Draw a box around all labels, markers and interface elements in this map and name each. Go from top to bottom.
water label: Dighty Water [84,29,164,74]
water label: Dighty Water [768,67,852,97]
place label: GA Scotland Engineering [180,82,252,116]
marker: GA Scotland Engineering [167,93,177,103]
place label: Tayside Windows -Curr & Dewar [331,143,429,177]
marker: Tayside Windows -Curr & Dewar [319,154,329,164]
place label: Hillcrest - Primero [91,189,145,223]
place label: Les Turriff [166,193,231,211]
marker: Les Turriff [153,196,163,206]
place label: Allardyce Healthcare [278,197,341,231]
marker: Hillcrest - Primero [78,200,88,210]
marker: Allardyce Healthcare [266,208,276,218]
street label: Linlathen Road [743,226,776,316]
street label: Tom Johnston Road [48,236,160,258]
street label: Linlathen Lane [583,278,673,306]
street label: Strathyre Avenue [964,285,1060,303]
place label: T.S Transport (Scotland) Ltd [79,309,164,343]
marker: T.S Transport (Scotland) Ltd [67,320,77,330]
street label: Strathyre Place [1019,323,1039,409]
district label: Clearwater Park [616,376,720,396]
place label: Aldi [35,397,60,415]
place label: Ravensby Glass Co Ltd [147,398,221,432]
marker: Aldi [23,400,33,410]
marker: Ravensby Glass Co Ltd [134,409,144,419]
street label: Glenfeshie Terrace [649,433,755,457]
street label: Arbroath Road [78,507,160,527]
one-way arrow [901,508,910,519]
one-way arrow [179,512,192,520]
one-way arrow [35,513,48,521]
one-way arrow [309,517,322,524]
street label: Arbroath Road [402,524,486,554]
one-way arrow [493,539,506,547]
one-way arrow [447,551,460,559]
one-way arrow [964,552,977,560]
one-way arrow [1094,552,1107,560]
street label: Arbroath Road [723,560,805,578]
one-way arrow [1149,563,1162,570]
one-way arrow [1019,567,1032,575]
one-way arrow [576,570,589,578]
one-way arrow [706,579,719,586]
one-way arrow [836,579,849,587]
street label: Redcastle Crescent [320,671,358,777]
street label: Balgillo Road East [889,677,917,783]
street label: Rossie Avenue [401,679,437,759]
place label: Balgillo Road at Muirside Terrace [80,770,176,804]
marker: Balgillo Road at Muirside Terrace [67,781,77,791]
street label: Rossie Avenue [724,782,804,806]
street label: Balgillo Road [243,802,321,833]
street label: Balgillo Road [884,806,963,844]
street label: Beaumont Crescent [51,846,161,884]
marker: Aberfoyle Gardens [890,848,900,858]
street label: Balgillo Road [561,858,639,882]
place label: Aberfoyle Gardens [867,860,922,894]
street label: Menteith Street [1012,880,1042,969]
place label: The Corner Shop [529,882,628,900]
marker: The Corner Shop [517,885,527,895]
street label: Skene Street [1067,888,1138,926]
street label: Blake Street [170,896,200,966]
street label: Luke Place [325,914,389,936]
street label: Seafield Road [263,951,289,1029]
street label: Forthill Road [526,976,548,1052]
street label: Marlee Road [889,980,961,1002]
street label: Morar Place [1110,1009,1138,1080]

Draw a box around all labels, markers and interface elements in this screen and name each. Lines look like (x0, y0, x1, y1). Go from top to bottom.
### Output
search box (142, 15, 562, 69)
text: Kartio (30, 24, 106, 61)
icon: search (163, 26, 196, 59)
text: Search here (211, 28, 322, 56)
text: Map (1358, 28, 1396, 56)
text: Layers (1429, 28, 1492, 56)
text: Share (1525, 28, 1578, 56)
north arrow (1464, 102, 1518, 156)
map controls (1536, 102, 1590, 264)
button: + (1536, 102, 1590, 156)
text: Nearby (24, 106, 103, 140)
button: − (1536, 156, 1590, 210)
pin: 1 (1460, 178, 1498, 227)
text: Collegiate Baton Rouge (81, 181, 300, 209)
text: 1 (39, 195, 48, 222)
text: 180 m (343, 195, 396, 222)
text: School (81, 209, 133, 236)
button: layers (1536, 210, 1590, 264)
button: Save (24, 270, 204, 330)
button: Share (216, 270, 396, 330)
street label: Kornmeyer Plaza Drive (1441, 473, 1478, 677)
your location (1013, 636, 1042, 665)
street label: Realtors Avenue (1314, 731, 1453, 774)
::::
(Exercise description):
Would you count the lines in the data that include the word "Dighty" and reply with only the number?

(The completed task):
2